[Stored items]

____

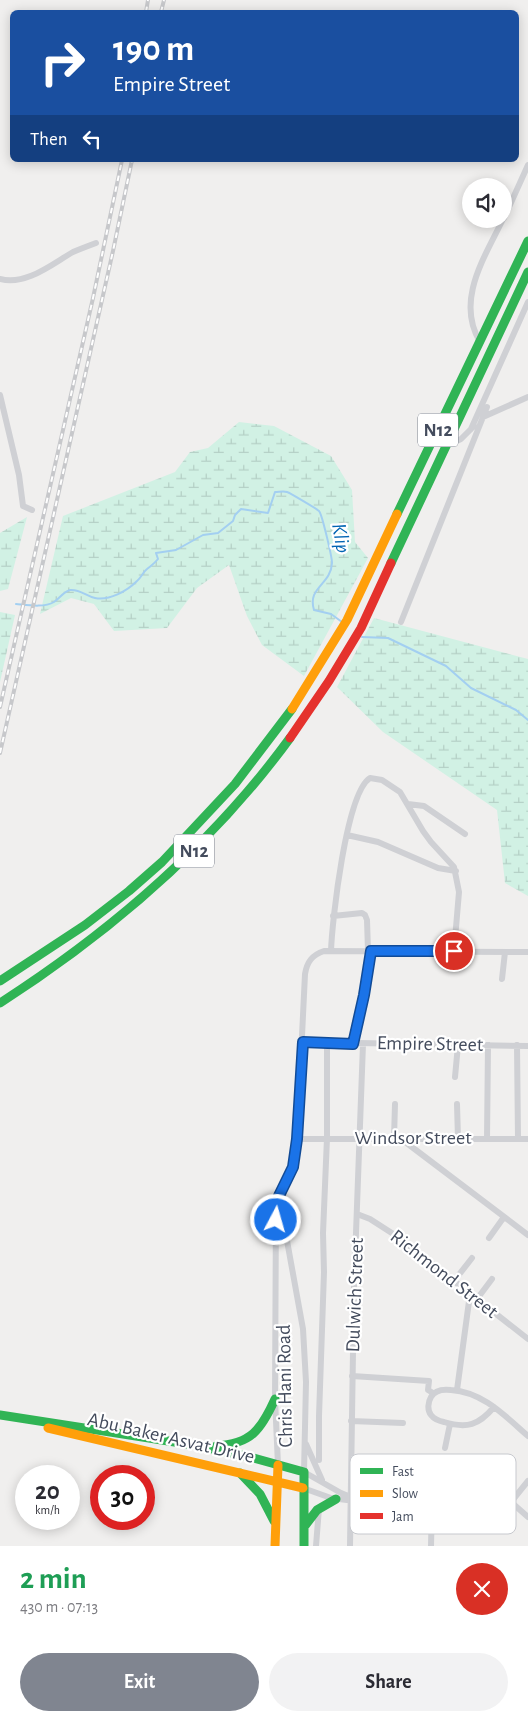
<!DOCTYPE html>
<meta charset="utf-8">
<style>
body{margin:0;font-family:"Alegreya Sans",sans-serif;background:#f2f2f3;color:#2b2b33;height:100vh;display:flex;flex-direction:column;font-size:19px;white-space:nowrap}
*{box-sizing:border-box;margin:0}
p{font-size:16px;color:#7c7c81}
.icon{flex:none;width:28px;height:28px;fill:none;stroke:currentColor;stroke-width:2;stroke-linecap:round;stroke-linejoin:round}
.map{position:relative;height:1546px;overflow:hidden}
.details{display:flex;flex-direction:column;background:#fff;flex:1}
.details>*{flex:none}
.hud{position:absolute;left:10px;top:10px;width:509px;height:152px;border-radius:8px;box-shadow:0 2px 12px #0003;background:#1a4fa0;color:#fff;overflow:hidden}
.fabs{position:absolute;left:462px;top:178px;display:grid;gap:10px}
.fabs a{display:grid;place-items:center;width:50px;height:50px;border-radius:50%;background:#fff;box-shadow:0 2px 12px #0003;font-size:25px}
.speed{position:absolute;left:15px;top:1465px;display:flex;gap:10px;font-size:25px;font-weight:700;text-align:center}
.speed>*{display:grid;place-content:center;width:65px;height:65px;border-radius:50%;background:#fff;box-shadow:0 2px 12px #0003;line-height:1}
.speed small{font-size:12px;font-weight:400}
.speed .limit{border:8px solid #d22;background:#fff;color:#111}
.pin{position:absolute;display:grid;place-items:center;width:42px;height:42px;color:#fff;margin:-21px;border:2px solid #fff;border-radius:50%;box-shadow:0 1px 5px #0007}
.me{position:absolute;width:55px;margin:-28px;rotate:6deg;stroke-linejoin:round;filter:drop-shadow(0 0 4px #0008)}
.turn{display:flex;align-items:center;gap:18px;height:105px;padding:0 20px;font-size:22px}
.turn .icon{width:65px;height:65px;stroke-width:2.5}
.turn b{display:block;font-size:35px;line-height:42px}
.then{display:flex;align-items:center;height:48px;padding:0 20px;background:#0003;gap:10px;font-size:19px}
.round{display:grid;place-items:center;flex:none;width:52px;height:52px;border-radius:26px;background:#f2f2f3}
.summary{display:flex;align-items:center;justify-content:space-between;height:85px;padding:0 20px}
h1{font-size:30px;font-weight:700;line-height:38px;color:#1e9e55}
.primary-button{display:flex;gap:10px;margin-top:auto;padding:10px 20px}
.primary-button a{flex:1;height:58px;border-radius:30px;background:#808590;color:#fff;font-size:20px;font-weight:700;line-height:58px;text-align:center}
.primary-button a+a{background:#f2f2f3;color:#2b2b33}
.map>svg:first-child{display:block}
.wetland{fill:url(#wetland-marsh)}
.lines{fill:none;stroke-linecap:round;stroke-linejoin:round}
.stream{stroke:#a3cff1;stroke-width:2}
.street{stroke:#cfd0d4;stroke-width:6}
.fast{stroke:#30b455;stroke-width:9}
.slow{stroke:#ff9f0a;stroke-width:9}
.jam{stroke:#e5322d;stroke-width:9}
.rail-casing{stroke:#c7c8cb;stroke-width:4}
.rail{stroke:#fff;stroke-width:2;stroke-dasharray:5.5;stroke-linecap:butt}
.route-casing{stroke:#114b97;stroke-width:12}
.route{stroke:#1a73e8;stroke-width:9}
.labels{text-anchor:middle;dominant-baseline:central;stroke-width:4.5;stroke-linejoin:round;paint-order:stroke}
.shield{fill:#fff;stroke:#7c828e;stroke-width:1}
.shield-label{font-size:19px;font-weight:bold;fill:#444c5d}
.street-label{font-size:20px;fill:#444c5d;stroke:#fff}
.water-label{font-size:21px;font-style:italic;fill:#0164b3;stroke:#fff}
.key{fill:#fff;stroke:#c7c9ce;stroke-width:1}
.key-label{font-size:14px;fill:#444c5d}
</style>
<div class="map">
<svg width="528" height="1546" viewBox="0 0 528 1546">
<defs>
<pattern id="wetland-marsh" width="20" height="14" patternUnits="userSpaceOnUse" patternTransform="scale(1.25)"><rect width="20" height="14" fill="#d1f1e4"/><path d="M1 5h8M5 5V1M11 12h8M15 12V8" fill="none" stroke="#b5d0c6"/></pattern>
</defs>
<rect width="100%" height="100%" fill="#f0efee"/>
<path class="wetland" d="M 239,422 L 274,426 L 331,456 L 352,490 L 355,542 L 368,558 L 304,676 L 262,645 L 247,616 L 229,565 L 197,588 L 167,628 L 114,631 L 94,604 L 71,598 L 40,614 L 63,516 L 175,472 L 190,452 L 208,448 Z
M 27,517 L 8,589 L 0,591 L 0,533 Z
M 0,612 L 15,615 L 0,682 Z
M 374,618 L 528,659 L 528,896 L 505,883 L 497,810 L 383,732 L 337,687 Z"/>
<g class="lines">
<path class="stream" d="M 16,604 C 27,605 44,608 54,602 C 59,599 63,592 70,590 C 80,589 86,596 95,598 C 109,601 127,591 137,581 C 141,578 143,572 147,569 C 152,565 154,564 158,559 L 156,553 L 176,550 L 203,535 L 218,533 L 233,521 L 235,515 L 241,509 L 268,513 L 275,492 C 279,492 284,491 287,492 C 290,493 317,509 319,511 C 322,514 332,557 332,563 C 331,585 307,587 314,610 L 331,614 L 342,622
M 362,637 L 388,638 L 446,666 L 471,688 L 516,710 L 528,720"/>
<path class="street" d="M 504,218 L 528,165
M 0,279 C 26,286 52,264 73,252 C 80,249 88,246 96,243
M 480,342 C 455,300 485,257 503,219
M 0,395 L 19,475 L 23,506 L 32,510
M 483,417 L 528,397
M 471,429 L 528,302
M 448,445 L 461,439 L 474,426
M 401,622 L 487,407
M 408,804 L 424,806 L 465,834
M 347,835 L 378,842 L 438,868 L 456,871
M 333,916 L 362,913 L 365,915 L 367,920 L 368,951
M 331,951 C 332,922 346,793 370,778 L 382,780 L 400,792 L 423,831 L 431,842 L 454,867 L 459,892 L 454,951
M 502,979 L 505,952
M 303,1042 L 528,1046
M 353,1044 L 364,995 L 371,951
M 517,1045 L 518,1139
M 455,1077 L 458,1045
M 457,1104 L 458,1139
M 394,1138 L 395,1104
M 400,1138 L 528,1235
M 297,1139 L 528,1139
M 487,1139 L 488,1045
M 278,1197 L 280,1202 L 303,1329 L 306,1382 L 304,1472 L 341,1493 L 358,1500
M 357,1214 L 370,1219 L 398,1237 L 528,1339
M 489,1238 L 504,1217
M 454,1281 L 472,1258
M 477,1299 L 492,1279
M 352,1376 L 429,1381 L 428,1390 L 433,1393
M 457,1390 L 470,1294
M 494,1407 C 479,1425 467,1429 444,1422 C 439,1421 434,1419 431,1415 C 427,1410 428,1402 431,1397 C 435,1390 443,1389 451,1390 C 483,1392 505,1416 528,1436
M 351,1421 L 403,1423
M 306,1444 L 322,1480
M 445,1448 L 450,1424
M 319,1460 L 319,1416 L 324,1272 L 323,1233 L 327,1138 L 327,1043
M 278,1465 L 275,1399 L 276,1202 L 293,1167 L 297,1139 L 305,974 C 307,962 312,955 324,951 L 528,952
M 303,1488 L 331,1498 L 355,1501 L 432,1504 L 511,1502 L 528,1517
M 511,1502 L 528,1481
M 316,1546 L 319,1508
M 350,1546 L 354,1287 L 363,1044
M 431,1546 L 432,1504"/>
<path class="fast" d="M 397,514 L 528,241
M 391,563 L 528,272
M 0,981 L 85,925 L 129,891 L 162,862 L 235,784 L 292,709
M 0,1003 C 112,931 211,846 290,738
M 0,1415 L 194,1445 L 250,1457 L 304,1472 L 304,1546
M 216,1446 C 251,1444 261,1430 275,1399
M 240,1473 L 260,1494 L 274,1521
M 304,1527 L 317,1510 L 336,1499"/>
<path class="slow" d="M 292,709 L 347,620 L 397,514
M 48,1428 L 303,1488
M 275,1546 L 278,1465"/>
<path class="jam" d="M 290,738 L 329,681 L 361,628 L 391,563"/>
<defs>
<path id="rail" d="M 146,12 L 148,0
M 161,12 L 164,0
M 0,707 L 93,298 L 122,160
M 0,753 L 113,251 L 132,160"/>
</defs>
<use href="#rail" class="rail-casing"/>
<use href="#rail" class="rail"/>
</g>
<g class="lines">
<defs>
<path id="route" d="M 276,1220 L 276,1202 L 293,1167 L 297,1139 L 303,1042 L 353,1044 L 364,995 L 371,951 L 454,951"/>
</defs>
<use href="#route" class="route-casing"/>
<use href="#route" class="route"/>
</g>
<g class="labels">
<g class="shield">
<rect x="418" y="413.5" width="40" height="33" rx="4"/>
<rect x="174" y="834.5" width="40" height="33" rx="4"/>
</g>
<g class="shield-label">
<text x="438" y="430">N12</text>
<text x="194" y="851">N12</text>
</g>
<g class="street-label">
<text transform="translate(430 1044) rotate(1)">Empire Street</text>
<text x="413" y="1138">Windsor Street</text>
<text transform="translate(444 1274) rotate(38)">Richmond Street</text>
<text transform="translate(355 1295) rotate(-88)">Dulwich Street</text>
<text transform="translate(285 1386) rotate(-91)">Chris Hani Road</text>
<text transform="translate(171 1438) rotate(13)">Abu Baker Asvat Drive</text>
</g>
<g class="water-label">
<text transform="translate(341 538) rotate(80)">Klip</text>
</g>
</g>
<rect x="350" y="1454" width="166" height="80" rx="8" class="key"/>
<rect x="360" y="1468" width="23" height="6" fill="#30b455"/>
<rect x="360" y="1490" width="23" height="7" fill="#ff9f0a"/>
<rect x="360" y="1513" width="23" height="6" fill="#e5322d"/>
<g class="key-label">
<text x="392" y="1476">Fast</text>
<text x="392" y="1498">Slow</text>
<text x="392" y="1521">Jam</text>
</g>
</svg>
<div class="fabs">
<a><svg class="icon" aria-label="sound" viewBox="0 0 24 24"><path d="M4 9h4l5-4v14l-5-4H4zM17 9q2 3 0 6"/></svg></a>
</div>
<div class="speed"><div>20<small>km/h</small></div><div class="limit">30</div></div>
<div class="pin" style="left:454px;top:951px;background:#d93025"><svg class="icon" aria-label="arrive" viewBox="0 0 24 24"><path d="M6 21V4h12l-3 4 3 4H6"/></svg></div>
<svg class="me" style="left:276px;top:1220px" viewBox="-20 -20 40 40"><circle r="17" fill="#1a73e8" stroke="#fff" stroke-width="3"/><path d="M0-11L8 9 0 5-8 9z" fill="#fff"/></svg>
<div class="hud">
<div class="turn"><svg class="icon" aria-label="right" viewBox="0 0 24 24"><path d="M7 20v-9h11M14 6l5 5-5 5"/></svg><div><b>190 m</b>Empire Street</div></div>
<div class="then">Then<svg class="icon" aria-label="left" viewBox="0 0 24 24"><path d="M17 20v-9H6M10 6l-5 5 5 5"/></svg></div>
</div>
</div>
<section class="details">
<div class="summary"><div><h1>2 min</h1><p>430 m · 07:13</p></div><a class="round" style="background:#d93025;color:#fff"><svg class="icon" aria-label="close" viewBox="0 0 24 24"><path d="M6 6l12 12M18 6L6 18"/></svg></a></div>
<div class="primary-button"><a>Exit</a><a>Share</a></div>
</section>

____

-- Work instructions --
Which lines of the data include the word "shadow"? Copy each one.

-- Completed exercise --
.hud{position:absolute;left:10px;top:10px;width:509px;height:152px;border-radius:8px;box-shadow:0 2px 12px #0003;background:#1a4fa0;color:#fff;overflow:hidden}
.fabs a{display:grid;place-items:center;width:50px;height:50px;border-radius:50%;background:#fff;box-shadow:0 2px 12px #0003;font-size:25px}
.speed>*{display:grid;place-content:center;width:65px;height:65px;border-radius:50%;background:#fff;box-shadow:0 2px 12px #0003;line-height:1}
.pin{position:absolute;display:grid;place-items:center;width:42px;height:42px;color:#fff;margin:-21px;border:2px solid #fff;border-radius:50%;box-shadow:0 1px 5px #0007}
.me{position:absolute;width:55px;margin:-28px;rotate:6deg;stroke-linejoin:round;filter:drop-shadow(0 0 4px #0008)}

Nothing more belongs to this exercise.